[Exercise instructions]
Which lines of the data hold the word "down"? Copy all of them.

[Provided entries]
************
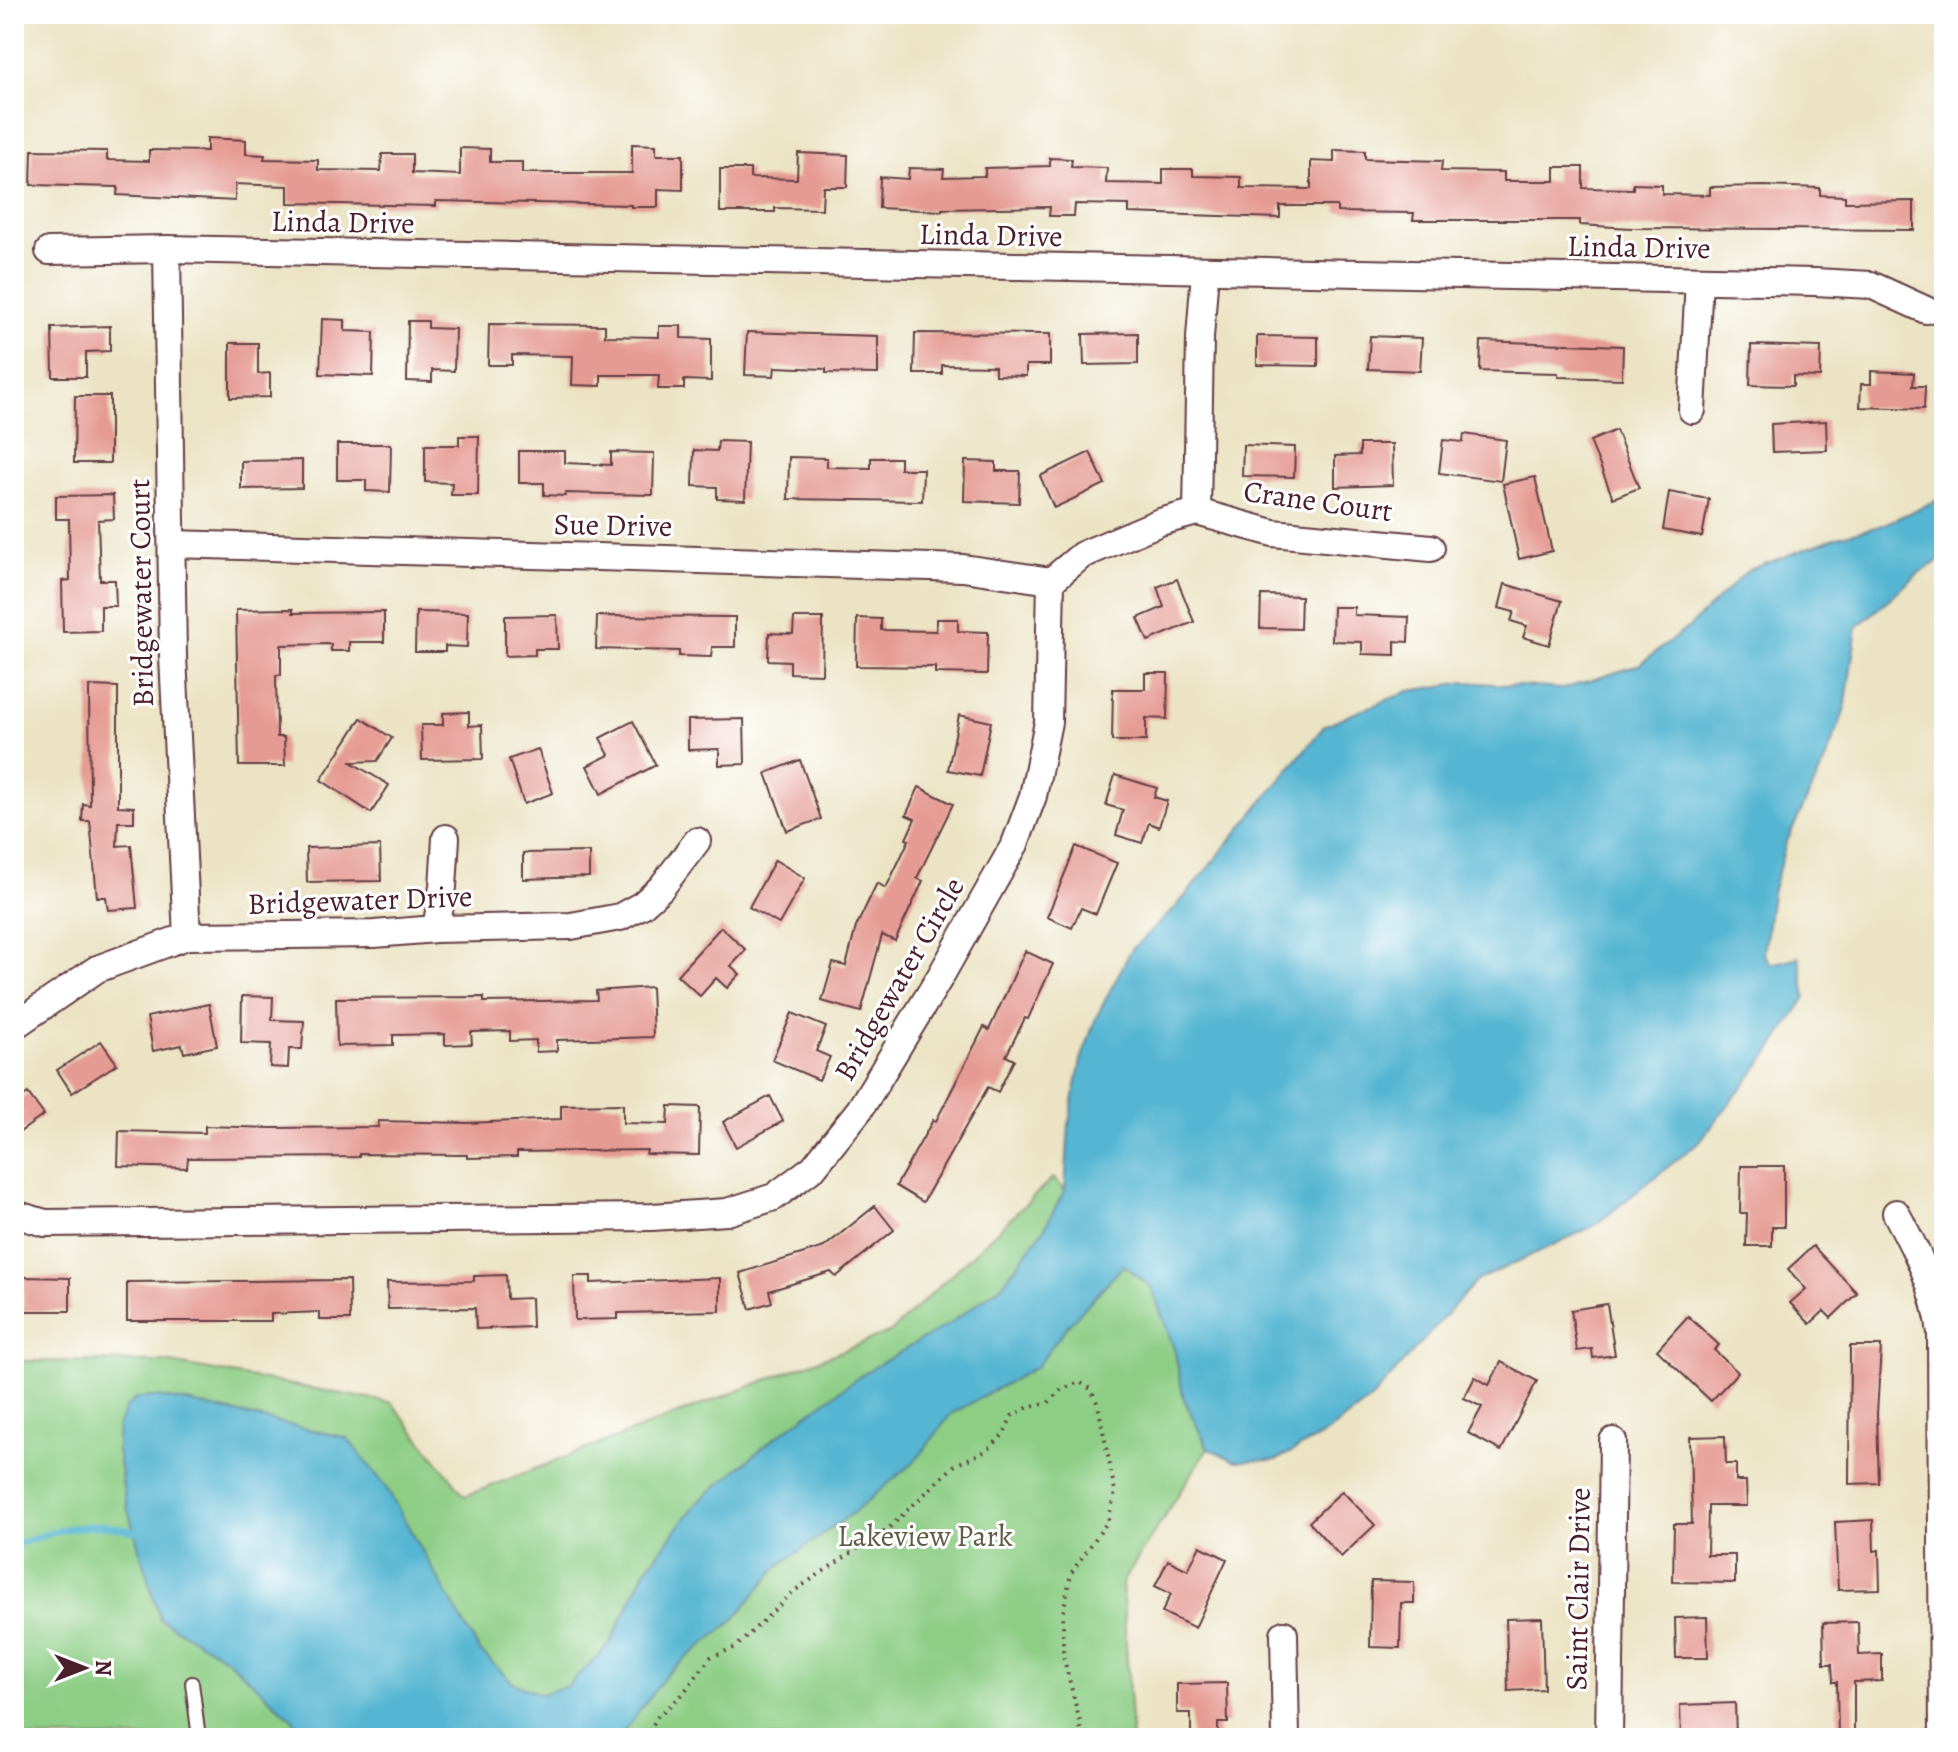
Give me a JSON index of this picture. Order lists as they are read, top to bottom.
************
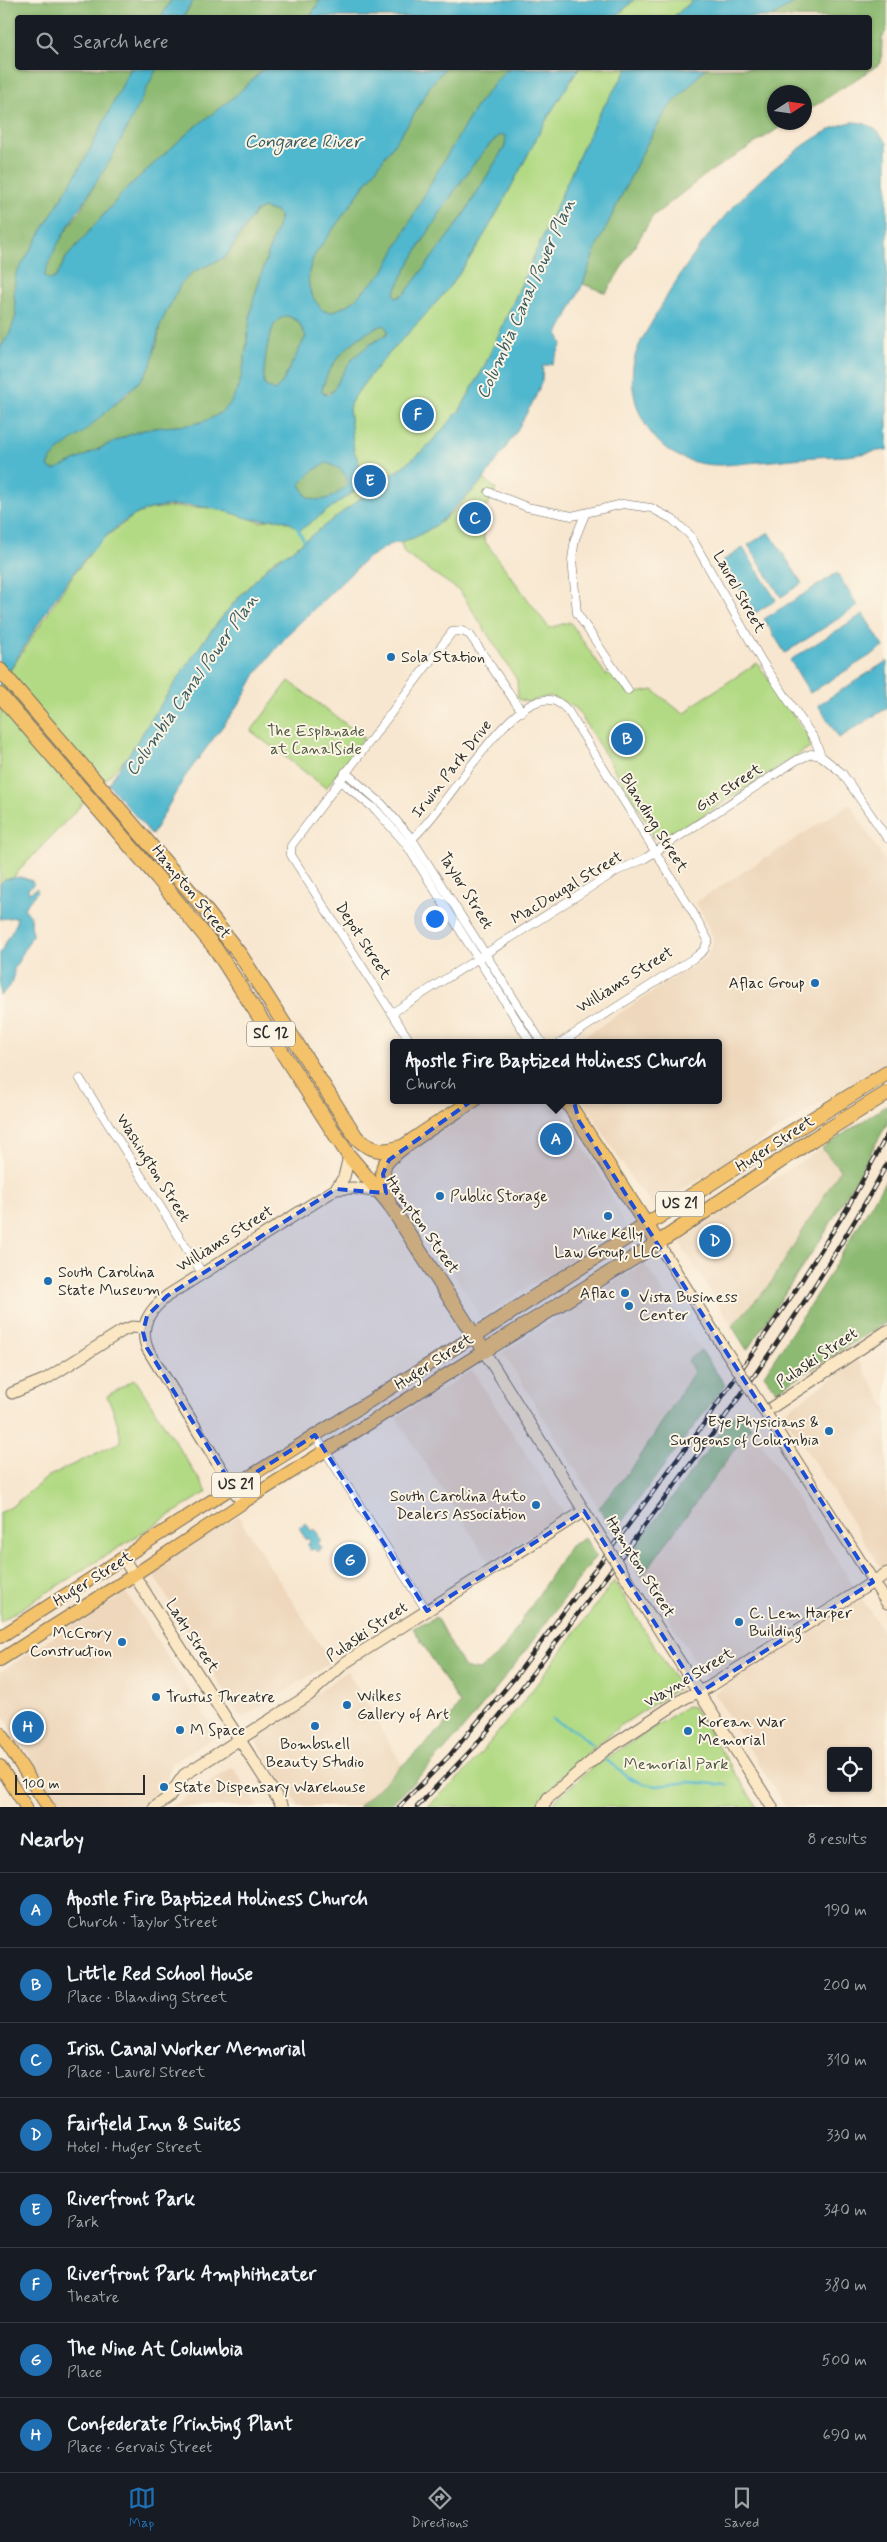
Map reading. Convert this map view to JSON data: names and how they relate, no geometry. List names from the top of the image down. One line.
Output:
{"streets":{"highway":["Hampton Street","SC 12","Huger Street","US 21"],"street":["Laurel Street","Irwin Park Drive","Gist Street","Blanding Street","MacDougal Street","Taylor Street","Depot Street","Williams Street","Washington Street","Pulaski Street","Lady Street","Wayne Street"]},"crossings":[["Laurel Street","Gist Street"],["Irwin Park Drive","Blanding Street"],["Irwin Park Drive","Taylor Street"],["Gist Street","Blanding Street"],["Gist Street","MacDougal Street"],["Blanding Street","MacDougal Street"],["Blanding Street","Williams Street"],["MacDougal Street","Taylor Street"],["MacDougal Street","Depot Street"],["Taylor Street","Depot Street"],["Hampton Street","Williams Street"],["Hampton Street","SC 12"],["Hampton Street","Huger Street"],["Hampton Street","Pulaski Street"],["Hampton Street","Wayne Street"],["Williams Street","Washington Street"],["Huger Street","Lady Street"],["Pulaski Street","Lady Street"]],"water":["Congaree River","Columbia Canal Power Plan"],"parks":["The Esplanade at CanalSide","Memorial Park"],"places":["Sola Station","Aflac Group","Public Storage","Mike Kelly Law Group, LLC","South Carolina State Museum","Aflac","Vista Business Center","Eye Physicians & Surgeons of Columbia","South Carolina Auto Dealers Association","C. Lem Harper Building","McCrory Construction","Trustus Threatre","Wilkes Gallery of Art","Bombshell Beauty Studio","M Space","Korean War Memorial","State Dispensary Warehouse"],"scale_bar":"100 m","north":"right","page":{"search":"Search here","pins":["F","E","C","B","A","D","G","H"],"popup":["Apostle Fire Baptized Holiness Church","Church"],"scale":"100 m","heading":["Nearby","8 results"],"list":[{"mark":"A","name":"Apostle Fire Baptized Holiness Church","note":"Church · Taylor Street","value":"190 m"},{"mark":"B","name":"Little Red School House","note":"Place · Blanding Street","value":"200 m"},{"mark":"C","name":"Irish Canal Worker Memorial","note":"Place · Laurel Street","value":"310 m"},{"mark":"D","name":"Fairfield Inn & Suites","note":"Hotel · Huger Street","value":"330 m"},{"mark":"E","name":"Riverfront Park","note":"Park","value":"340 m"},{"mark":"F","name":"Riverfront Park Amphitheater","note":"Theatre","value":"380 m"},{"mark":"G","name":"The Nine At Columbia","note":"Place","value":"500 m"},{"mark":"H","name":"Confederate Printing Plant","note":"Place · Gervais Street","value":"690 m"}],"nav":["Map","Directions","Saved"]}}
************
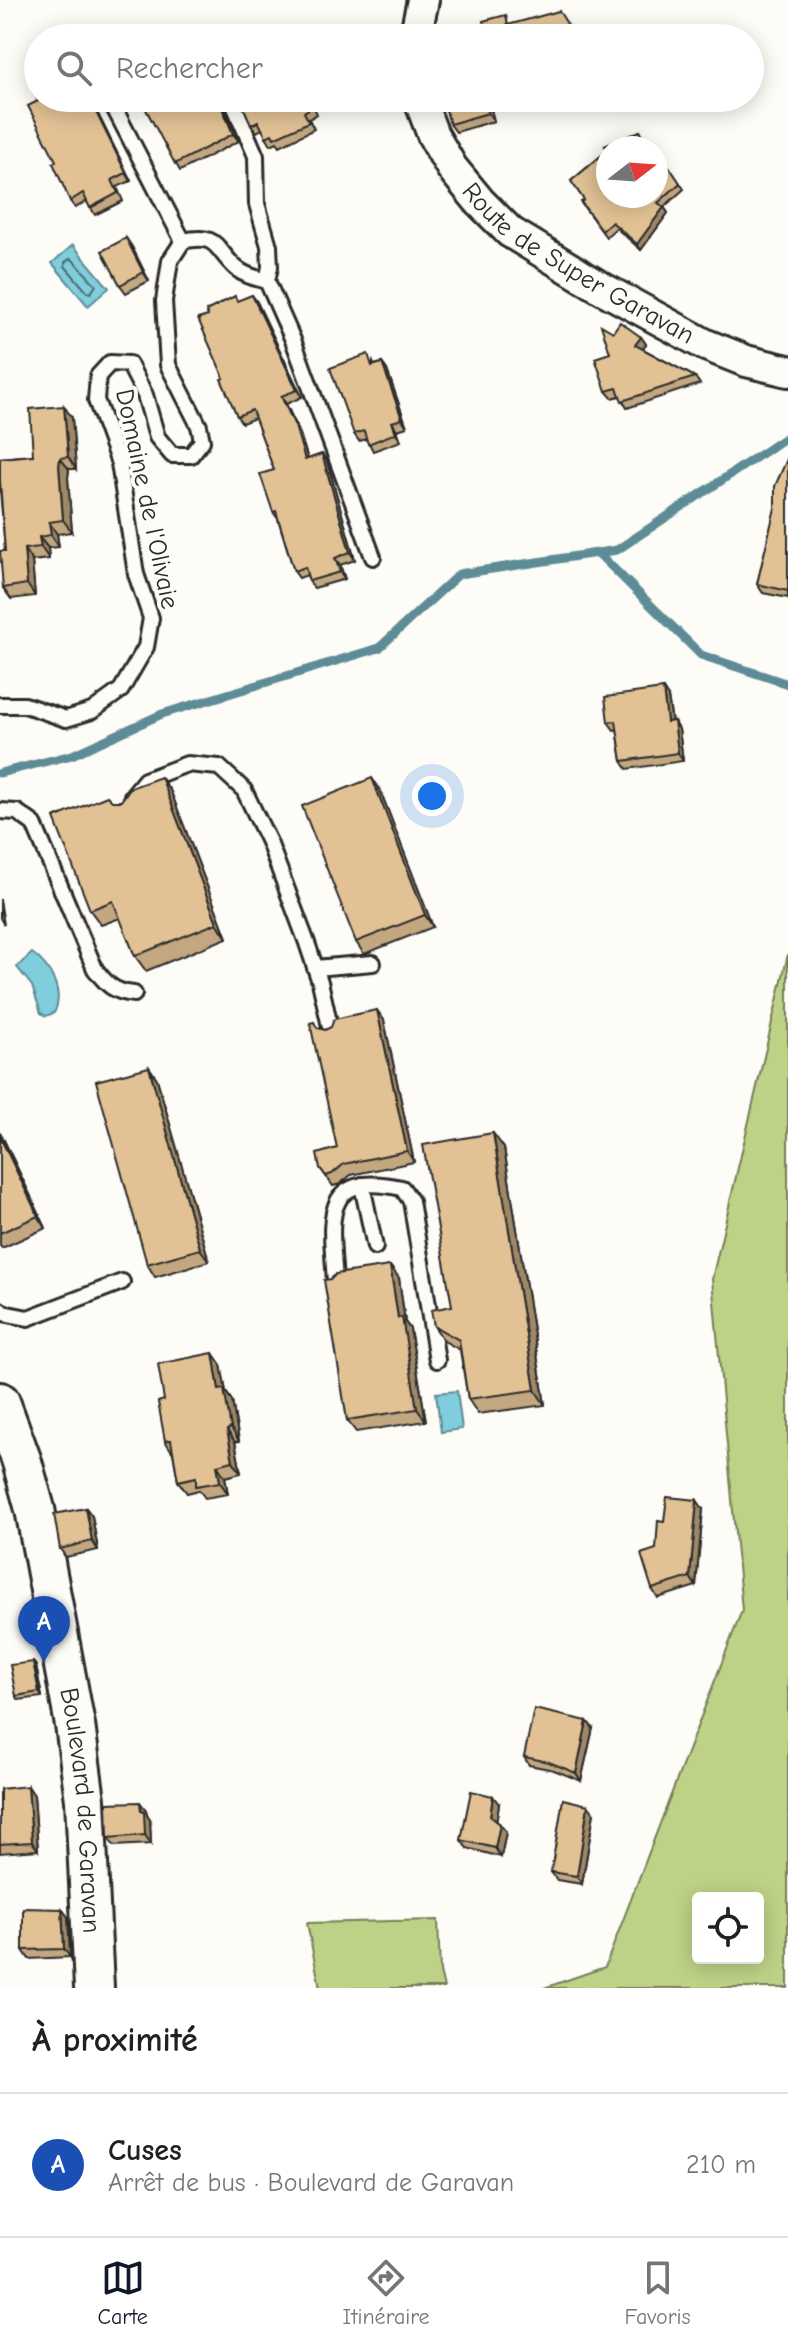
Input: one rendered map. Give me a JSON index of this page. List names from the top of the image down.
************
[Exercise solution]
Map reading. Convert this map view to JSON data: names and how they relate, no geometry. List names from the top of the image down. One line.
Input: one rendered map. Give me a JSON index of this page. List names from the top of the image down.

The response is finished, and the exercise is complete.